Wer seine Arbeitszeit zuverlässig festhalten möchte, braucht nicht unbedingt eine überladene Projektplattform. Zeiterfassung Pro von DynamicG verfolgt einen deutlich nüchterneren Ansatz: Die App konzentriert sich auf das Erfassen von Arbeitsstunden und lässt sich dadurch im Alltag schneller bedienen als viele umfassende Büro- oder Projektlösungen. Ich sehe sie vor allem als Werkzeug für Menschen, die ihre Zeiten regelmäßig dokumentieren müssen, aber keine komplette Teamverwaltung auf dem Smartphone benötigen.

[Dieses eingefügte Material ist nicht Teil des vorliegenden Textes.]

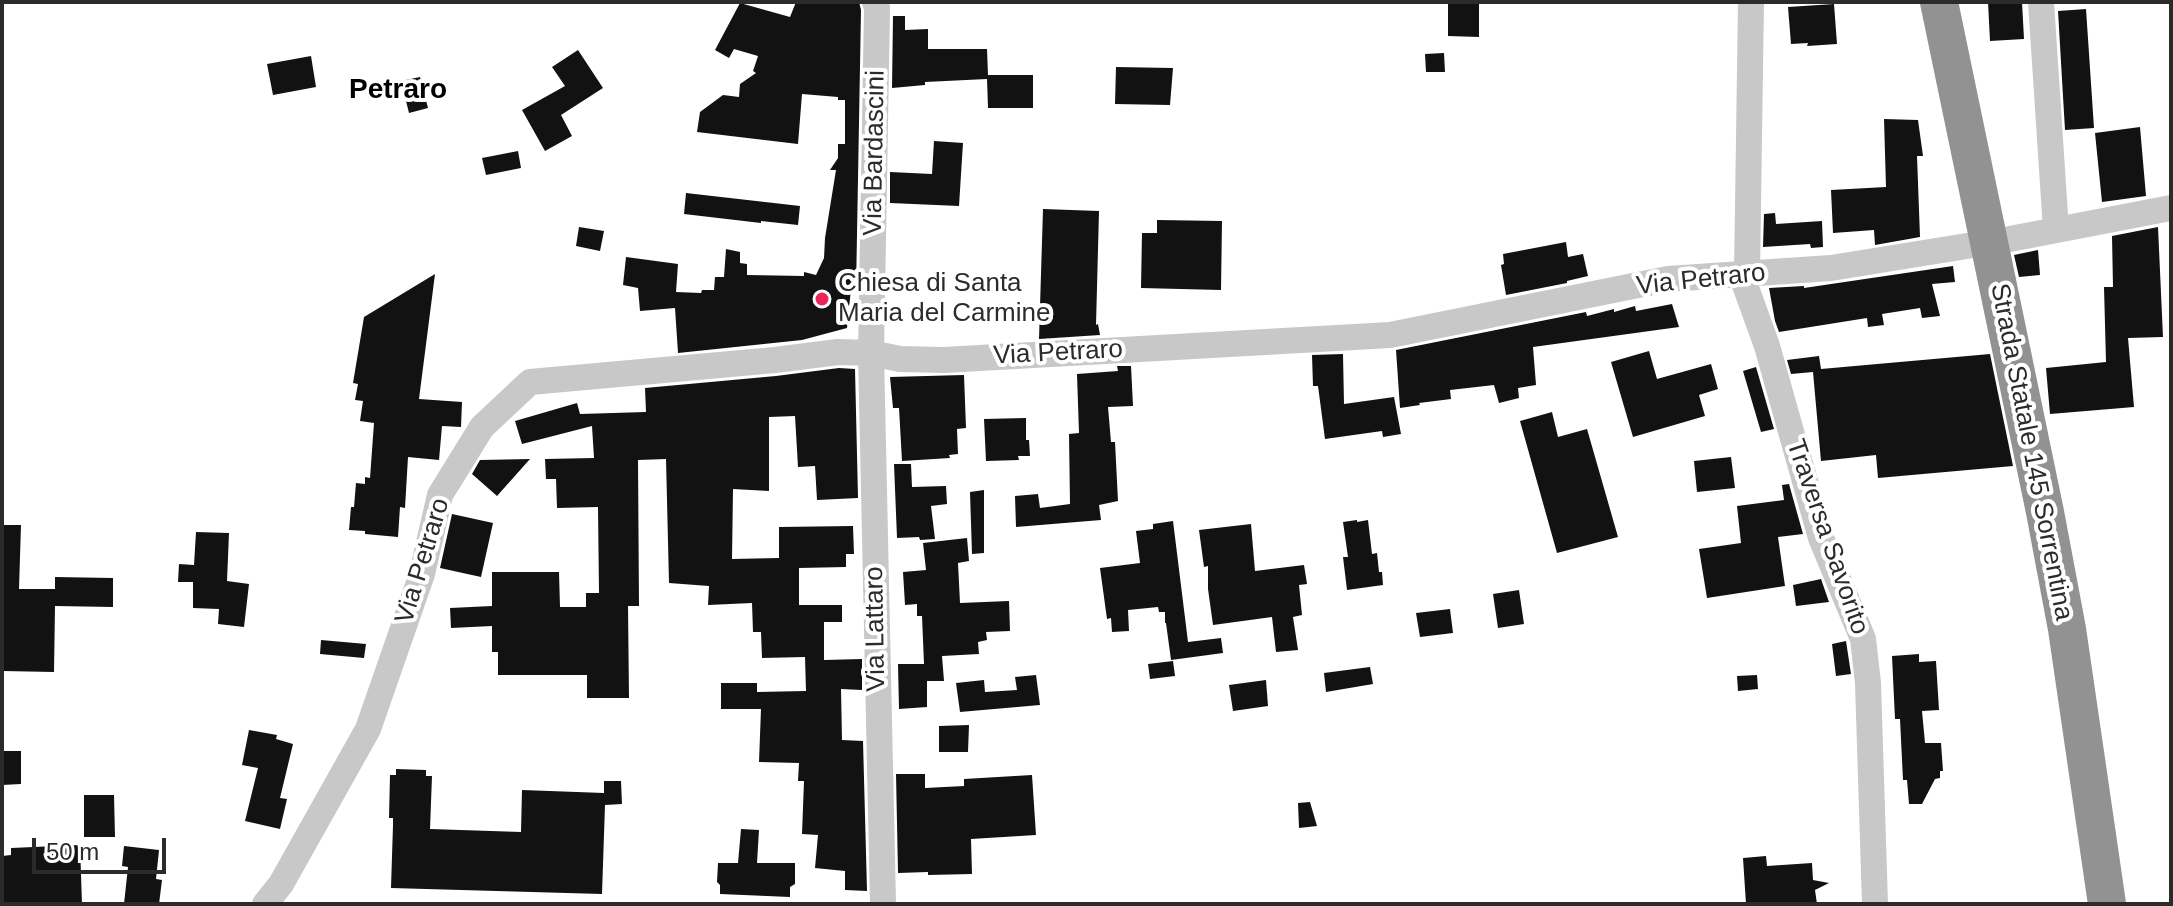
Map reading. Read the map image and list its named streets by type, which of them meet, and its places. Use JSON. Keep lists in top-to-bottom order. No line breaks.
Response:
{"streets":{"highway":["Strada Statale 145 Sorrentina"],"street":["Via Bardascini","Via Petraro","Traversa Savorito","Via Lattaro"]},"crossings":[["Via Bardascini","Via Petraro"],["Via Bardascini","Via Lattaro"],["Via Petraro","Traversa Savorito"],["Via Petraro","Via Lattaro"]],"districts":["Petraro"],"places":["Chiesa di Santa Maria del Carmine"],"scale_bar":"50 m"}
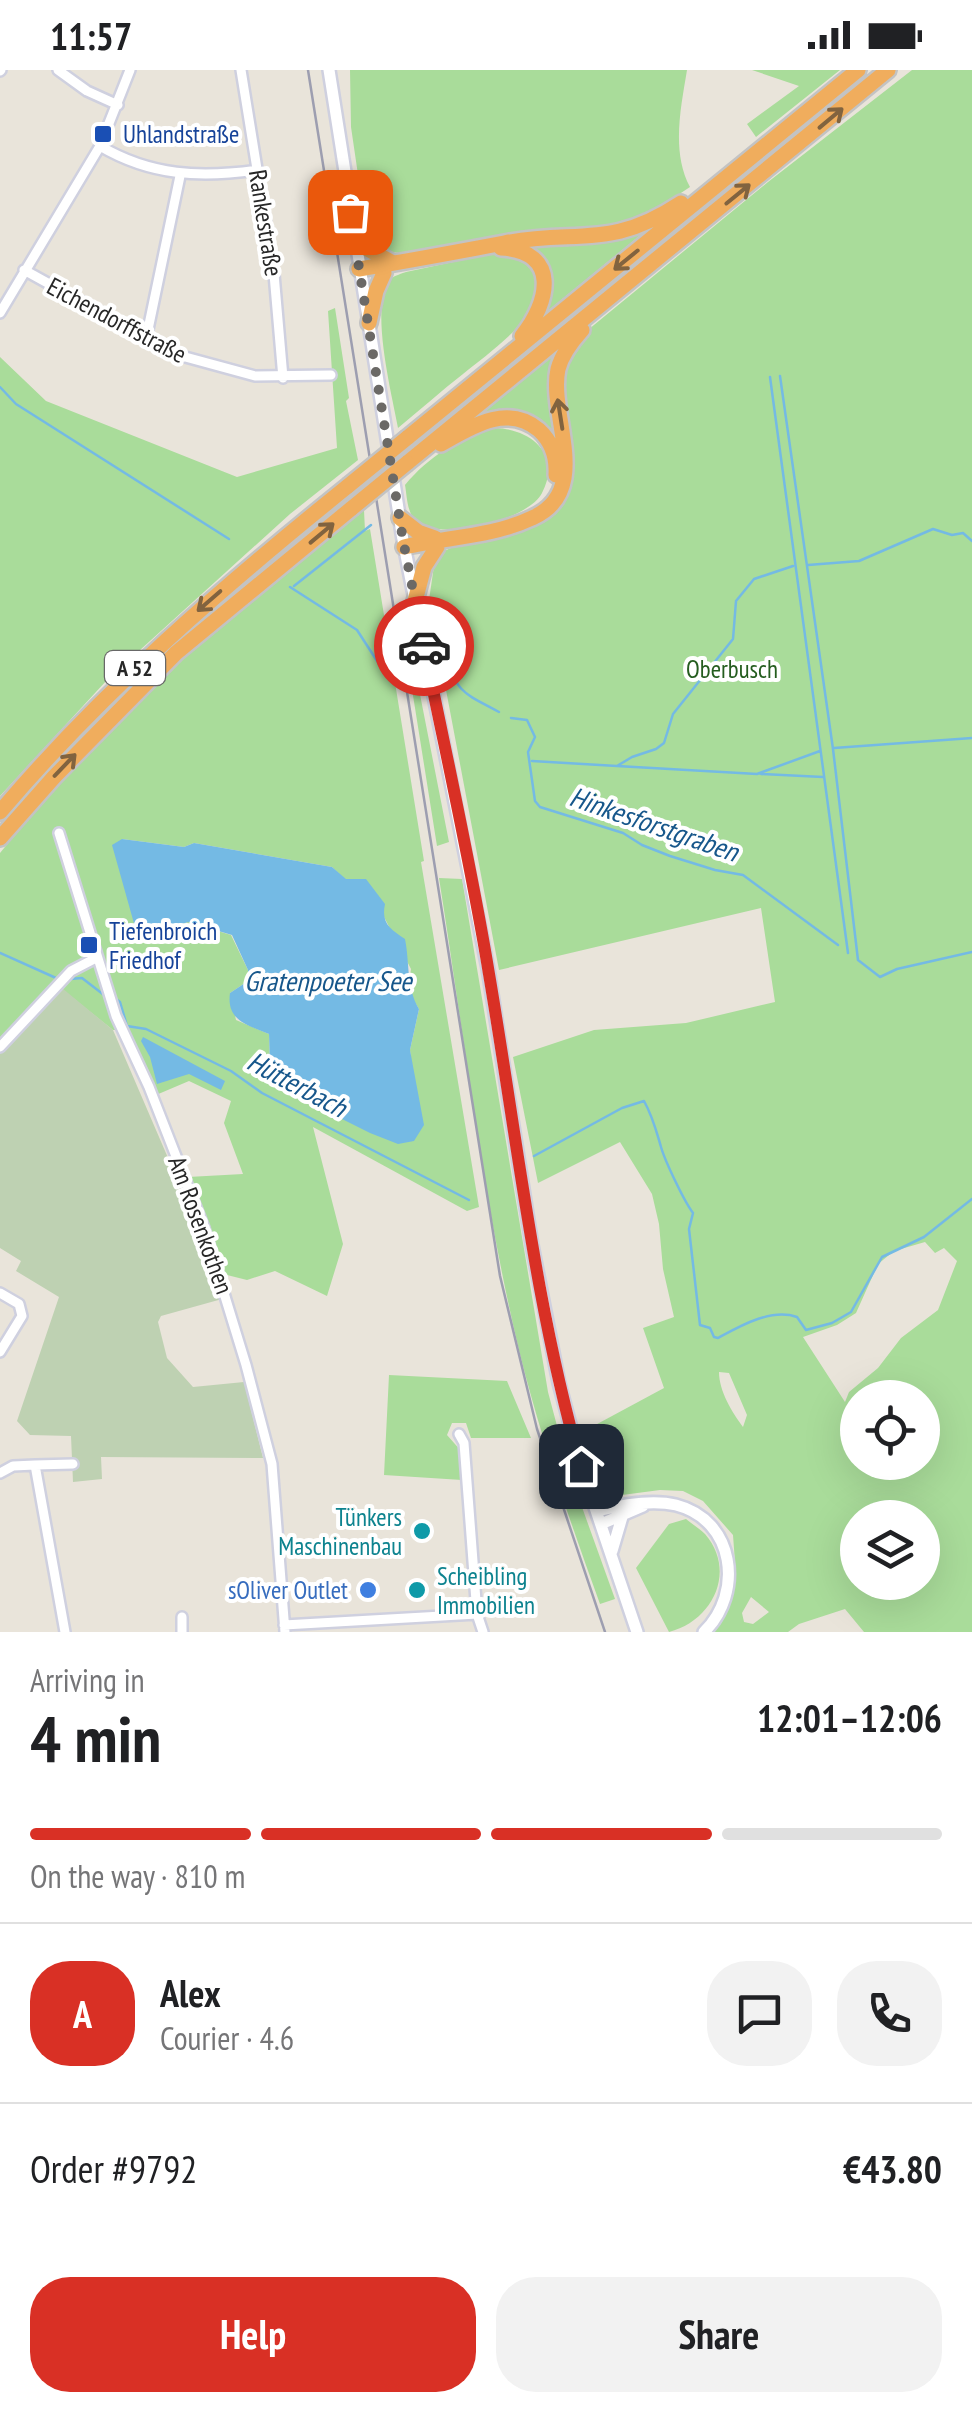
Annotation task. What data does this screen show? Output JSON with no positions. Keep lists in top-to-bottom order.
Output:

Mein Eindruck nach der Nutzung ist klar: Die Stärke liegt weniger in einer spektakulären Oberfläche als in der praktischen Idee dahinter. Arbeitsbeginn, Arbeitsende und die eigene Übersicht sollen nicht zwischen Kalendern, Aufgabenlisten und Kommunikationsfunktionen verschwinden. Wer sich eine persönliche, mobile Zeiterfassung wünscht, findet hier einen vergleichsweise direkten Begleiter. Gleichzeitig sollte man vor dem Kauf wissen, dass eine fokussierte Einzel-App nicht automatisch die beste Wahl für jedes Unternehmen oder jede Arbeitsweise ist.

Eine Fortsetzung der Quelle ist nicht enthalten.